**Instructions for the task:** Down to the final line, return the records unchanged.

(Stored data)
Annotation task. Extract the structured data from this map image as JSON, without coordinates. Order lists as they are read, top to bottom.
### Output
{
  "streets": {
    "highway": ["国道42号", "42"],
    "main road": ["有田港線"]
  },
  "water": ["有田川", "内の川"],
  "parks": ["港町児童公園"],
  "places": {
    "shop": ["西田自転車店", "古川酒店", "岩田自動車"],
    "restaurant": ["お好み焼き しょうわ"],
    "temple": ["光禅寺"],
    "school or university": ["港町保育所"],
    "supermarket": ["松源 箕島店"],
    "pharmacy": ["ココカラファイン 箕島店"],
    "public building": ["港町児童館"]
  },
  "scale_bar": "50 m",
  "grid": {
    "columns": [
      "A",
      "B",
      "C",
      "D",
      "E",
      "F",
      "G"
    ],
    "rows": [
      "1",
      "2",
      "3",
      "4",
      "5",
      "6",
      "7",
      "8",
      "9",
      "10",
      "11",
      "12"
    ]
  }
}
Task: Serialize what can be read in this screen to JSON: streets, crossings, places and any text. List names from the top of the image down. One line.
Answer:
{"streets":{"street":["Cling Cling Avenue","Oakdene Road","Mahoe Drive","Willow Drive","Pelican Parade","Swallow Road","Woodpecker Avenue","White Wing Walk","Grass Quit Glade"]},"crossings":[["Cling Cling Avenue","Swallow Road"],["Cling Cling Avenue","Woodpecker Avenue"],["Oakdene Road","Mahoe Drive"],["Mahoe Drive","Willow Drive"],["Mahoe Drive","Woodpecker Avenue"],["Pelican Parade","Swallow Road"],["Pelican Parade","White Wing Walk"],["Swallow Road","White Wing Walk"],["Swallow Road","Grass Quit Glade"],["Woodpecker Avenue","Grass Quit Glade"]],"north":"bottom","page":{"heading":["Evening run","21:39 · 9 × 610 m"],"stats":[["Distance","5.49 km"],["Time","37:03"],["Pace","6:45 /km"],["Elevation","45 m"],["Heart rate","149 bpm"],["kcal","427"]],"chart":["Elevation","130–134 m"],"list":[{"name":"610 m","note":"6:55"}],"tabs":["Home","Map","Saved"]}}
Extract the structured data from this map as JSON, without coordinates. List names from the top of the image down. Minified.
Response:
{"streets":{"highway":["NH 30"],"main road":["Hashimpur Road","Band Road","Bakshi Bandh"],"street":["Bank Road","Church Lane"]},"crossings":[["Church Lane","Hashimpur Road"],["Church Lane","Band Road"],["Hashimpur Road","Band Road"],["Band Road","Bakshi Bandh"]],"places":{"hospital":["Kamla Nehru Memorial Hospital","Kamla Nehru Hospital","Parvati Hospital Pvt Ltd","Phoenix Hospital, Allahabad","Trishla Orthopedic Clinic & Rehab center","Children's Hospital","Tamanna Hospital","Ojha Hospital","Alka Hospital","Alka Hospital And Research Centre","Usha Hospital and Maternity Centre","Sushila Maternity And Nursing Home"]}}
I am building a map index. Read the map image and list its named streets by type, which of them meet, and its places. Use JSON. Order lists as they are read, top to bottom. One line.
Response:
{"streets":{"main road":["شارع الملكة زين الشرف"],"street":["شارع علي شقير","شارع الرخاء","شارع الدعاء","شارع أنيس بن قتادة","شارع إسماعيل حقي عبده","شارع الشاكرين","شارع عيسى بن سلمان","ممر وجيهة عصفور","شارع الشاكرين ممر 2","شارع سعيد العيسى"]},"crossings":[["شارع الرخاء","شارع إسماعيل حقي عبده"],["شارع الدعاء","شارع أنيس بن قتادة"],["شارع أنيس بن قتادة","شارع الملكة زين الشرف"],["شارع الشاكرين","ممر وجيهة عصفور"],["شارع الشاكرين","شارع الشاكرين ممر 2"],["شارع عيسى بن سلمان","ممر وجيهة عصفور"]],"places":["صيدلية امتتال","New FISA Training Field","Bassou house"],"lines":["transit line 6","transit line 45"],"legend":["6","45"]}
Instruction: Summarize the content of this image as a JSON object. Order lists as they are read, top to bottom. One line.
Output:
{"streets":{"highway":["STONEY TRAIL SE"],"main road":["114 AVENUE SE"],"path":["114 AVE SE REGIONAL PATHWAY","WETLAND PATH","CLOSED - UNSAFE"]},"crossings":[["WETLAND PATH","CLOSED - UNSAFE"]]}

**Response to the exercise:**
Annotation task. Extract the structured data from this map image as JSON, without coordinates. Order lists as they are read, top to bottom.
### Output
{
  "streets": {
    "highway": ["国道42号", "42"],
    "main road": ["有田港線"]
  },
  "water": ["有田川", "内の川"],
  "parks": ["港町児童公園"],
  "places": {
    "shop": ["西田自転車店", "古川酒店", "岩田自動車"],
    "restaurant": ["お好み焼き しょうわ"],
    "temple": ["光禅寺"],
    "school or university": ["港町保育所"],
    "supermarket": ["松源 箕島店"],
    "pharmacy": ["ココカラファイン 箕島店"],
    "public building": ["港町児童館"]
  },
  "scale_bar": "50 m",
  "grid": {
    "columns": [
      "A",
      "B",
      "C",
      "D",
      "E",
      "F",
      "G"
    ],
    "rows": [
      "1",
      "2",
      "3",
      "4",
      "5",
      "6",
      "7",
      "8",
      "9",
      "10",
      "11",
      "12"
    ]
  }
}
Task: Serialize what can be read in this screen to JSON: streets, crossings, places and any text. List names from the top of the image down. One line.
Answer:
{"streets":{"street":["Cling Cling Avenue","Oakdene Road","Mahoe Drive","Willow Drive","Pelican Parade","Swallow Road","Woodpecker Avenue","White Wing Walk","Grass Quit Glade"]},"crossings":[["Cling Cling Avenue","Swallow Road"],["Cling Cling Avenue","Woodpecker Avenue"],["Oakdene Road","Mahoe Drive"],["Mahoe Drive","Willow Drive"],["Mahoe Drive","Woodpecker Avenue"],["Pelican Parade","Swallow Road"],["Pelican Parade","White Wing Walk"],["Swallow Road","White Wing Walk"],["Swallow Road","Grass Quit Glade"],["Woodpecker Avenue","Grass Quit Glade"]],"north":"bottom","page":{"heading":["Evening run","21:39 · 9 × 610 m"],"stats":[["Distance","5.49 km"],["Time","37:03"],["Pace","6:45 /km"],["Elevation","45 m"],["Heart rate","149 bpm"],["kcal","427"]],"chart":["Elevation","130–134 m"],"list":[{"name":"610 m","note":"6:55"}],"tabs":["Home","Map","Saved"]}}
Extract the structured data from this map as JSON, without coordinates. List names from the top of the image down. Minified.
Response:
{"streets":{"highway":["NH 30"],"main road":["Hashimpur Road","Band Road","Bakshi Bandh"],"street":["Bank Road","Church Lane"]},"crossings":[["Church Lane","Hashimpur Road"],["Church Lane","Band Road"],["Hashimpur Road","Band Road"],["Band Road","Bakshi Bandh"]],"places":{"hospital":["Kamla Nehru Memorial Hospital","Kamla Nehru Hospital","Parvati Hospital Pvt Ltd","Phoenix Hospital, Allahabad","Trishla Orthopedic Clinic & Rehab center","Children's Hospital","Tamanna Hospital","Ojha Hospital","Alka Hospital","Alka Hospital And Research Centre","Usha Hospital and Maternity Centre","Sushila Maternity And Nursing Home"]}}
I am building a map index. Read the map image and list its named streets by type, which of them meet, and its places. Use JSON. Order lists as they are read, top to bottom. One line.
Response:
{"streets":{"main road":["شارع الملكة زين الشرف"],"street":["شارع علي شقير","شارع الرخاء","شارع الدعاء","شارع أنيس بن قتادة","شارع إسماعيل حقي عبده","شارع الشاكرين","شارع عيسى بن سلمان","ممر وجيهة عصفور","شارع الشاكرين ممر 2","شارع سعيد العيسى"]},"crossings":[["شارع الرخاء","شارع إسماعيل حقي عبده"],["شارع الدعاء","شارع أنيس بن قتادة"],["شارع أنيس بن قتادة","شارع الملكة زين الشرف"],["شارع الشاكرين","ممر وجيهة عصفور"],["شارع الشاكرين","شارع الشاكرين ممر 2"],["شارع عيسى بن سلمان","ممر وجيهة عصفور"]],"places":["صيدلية امتتال","New FISA Training Field","Bassou house"],"lines":["transit line 6","transit line 45"],"legend":["6","45"]}
Instruction: Summarize the content of this image as a JSON object. Order lists as they are read, top to bottom. One line.
Output:
{"streets":{"highway":["STONEY TRAIL SE"],"main road":["114 AVENUE SE"],"path":["114 AVE SE REGIONAL PATHWAY","WETLAND PATH","CLOSED - UNSAFE"]},"crossings":[["WETLAND PATH","CLOSED - UNSAFE"]]}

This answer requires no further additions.